▶ **The problem**: Repeat nothing but the lines below running from the one containing "position:absolute; width:18px; height:18px;" to the one containing "position:absolute; width:12px; height:24px;". Keep both end lines.

-- Supplied data follows --

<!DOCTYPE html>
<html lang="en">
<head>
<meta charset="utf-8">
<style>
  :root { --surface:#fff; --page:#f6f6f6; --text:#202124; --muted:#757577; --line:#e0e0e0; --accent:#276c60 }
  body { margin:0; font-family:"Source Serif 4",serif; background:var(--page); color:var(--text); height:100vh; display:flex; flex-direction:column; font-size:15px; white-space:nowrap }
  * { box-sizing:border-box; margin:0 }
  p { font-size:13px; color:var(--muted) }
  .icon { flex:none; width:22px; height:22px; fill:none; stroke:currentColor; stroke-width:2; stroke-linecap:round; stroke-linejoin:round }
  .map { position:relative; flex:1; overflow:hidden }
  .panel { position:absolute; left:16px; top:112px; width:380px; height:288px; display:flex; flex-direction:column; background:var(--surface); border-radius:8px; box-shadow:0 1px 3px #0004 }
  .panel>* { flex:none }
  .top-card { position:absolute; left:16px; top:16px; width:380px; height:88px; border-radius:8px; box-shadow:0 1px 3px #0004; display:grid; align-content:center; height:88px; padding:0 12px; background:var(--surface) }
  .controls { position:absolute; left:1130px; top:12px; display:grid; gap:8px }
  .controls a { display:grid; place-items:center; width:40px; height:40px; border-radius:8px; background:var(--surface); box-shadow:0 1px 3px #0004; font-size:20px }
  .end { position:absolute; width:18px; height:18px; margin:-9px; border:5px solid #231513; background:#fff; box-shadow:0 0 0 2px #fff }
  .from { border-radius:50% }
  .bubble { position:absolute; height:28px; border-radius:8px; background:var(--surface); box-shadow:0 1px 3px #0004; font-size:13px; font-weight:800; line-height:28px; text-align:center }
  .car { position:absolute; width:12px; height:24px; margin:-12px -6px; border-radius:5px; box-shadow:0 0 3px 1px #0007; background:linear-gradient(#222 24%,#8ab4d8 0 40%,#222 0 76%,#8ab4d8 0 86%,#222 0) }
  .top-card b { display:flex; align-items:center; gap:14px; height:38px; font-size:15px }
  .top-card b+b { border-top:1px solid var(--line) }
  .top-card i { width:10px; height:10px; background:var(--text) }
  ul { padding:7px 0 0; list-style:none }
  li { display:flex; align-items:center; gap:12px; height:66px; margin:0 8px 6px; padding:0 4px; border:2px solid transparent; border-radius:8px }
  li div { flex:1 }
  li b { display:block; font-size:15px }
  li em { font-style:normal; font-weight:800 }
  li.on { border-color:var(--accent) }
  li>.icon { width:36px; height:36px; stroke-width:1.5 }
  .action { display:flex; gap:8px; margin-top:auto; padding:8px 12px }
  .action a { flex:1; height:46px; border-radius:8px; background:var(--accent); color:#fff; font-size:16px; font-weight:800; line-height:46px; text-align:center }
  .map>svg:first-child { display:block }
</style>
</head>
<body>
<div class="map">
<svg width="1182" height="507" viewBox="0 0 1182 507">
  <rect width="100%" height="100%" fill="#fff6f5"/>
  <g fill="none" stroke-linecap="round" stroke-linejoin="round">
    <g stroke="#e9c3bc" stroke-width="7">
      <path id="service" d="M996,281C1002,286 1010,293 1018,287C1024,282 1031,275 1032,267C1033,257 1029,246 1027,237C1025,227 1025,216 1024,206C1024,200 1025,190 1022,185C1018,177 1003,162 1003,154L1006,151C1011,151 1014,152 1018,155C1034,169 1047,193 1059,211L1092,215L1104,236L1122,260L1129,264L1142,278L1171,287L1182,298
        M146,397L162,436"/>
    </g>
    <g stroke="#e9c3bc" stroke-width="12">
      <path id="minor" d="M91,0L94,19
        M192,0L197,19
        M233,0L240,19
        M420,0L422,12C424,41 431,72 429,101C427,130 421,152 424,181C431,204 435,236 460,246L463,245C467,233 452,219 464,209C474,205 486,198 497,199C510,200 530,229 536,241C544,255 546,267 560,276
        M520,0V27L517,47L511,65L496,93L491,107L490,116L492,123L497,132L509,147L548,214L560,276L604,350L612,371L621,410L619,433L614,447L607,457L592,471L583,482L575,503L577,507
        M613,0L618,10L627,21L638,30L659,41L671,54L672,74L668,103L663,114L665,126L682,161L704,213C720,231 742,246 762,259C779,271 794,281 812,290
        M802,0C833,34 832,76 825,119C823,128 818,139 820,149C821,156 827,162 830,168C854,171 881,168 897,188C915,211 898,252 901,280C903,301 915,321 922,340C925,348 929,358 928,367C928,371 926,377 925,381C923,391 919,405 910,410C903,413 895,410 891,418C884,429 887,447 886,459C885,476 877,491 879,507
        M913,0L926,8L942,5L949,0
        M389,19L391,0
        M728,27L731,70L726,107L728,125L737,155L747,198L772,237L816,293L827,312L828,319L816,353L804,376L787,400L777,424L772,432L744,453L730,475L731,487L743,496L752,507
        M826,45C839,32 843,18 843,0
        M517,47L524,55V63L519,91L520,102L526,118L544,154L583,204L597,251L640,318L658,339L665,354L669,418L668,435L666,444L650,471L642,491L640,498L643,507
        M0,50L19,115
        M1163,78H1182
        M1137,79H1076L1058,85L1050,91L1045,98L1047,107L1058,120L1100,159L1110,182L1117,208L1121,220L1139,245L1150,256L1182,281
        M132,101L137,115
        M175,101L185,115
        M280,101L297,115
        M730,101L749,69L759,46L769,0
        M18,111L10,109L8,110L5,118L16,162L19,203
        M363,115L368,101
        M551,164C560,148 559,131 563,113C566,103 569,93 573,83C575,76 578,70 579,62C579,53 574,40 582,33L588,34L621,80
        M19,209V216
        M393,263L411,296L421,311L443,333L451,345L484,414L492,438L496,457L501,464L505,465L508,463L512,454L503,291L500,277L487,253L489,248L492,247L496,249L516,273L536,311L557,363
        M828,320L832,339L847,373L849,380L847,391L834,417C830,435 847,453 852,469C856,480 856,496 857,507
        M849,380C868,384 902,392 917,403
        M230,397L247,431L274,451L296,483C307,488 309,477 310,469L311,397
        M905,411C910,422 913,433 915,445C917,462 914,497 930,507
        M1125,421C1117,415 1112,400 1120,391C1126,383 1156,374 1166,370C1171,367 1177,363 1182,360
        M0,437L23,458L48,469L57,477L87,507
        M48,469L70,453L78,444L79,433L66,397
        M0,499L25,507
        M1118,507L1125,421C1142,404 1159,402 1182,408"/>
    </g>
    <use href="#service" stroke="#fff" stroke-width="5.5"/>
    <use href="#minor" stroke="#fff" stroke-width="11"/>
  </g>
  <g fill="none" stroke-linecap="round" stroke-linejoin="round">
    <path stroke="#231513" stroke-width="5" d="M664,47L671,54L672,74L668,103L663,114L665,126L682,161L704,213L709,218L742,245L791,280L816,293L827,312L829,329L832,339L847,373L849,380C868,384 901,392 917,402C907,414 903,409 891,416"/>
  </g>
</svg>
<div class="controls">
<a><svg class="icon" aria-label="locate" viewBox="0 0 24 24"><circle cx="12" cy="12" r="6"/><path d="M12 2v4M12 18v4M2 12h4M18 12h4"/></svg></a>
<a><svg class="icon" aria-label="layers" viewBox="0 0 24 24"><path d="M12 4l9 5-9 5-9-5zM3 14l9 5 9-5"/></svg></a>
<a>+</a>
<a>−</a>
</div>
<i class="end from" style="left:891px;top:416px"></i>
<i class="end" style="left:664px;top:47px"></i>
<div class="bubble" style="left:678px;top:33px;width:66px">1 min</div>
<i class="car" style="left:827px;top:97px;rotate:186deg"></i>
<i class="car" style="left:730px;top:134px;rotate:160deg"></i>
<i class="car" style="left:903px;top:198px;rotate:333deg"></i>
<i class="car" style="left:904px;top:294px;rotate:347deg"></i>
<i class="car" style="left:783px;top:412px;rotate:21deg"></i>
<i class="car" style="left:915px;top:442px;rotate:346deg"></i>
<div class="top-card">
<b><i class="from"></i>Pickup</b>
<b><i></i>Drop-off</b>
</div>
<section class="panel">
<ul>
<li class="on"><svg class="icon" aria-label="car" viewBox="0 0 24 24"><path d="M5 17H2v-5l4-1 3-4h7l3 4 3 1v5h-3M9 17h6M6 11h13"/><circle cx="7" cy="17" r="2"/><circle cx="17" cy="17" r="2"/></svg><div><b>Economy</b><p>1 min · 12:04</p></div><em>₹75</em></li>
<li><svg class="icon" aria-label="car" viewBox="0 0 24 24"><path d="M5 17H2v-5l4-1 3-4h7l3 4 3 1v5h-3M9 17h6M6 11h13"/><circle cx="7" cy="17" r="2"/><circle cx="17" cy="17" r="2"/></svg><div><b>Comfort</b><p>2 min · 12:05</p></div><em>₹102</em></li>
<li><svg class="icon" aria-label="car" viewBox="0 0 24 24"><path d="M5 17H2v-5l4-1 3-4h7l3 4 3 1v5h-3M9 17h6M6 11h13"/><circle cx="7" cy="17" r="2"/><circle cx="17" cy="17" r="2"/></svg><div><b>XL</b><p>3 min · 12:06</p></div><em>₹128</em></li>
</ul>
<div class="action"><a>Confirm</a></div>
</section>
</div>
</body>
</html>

-- Supplied data concluded --

▶ **Solution for this exercise**:
  .end { position:absolute; width:18px; height:18px; margin:-9px; border:5px solid #231513; background:#fff; box-shadow:0 0 0 2px #fff }
  .from { border-radius:50% }
  .bubble { position:absolute; height:28px; border-radius:8px; background:var(--surface); box-shadow:0 1px 3px #0004; font-size:13px; font-weight:800; line-height:28px; text-align:center }
  .car { position:absolute; width:12px; height:24px; margin:-12px -6px; border-radius:5px; box-shadow:0 0 3px 1px #0007; background:linear-gradient(#222 24%,#8ab4d8 0 40%,#222 0 76%,#8ab4d8 0 86%,#222 0) }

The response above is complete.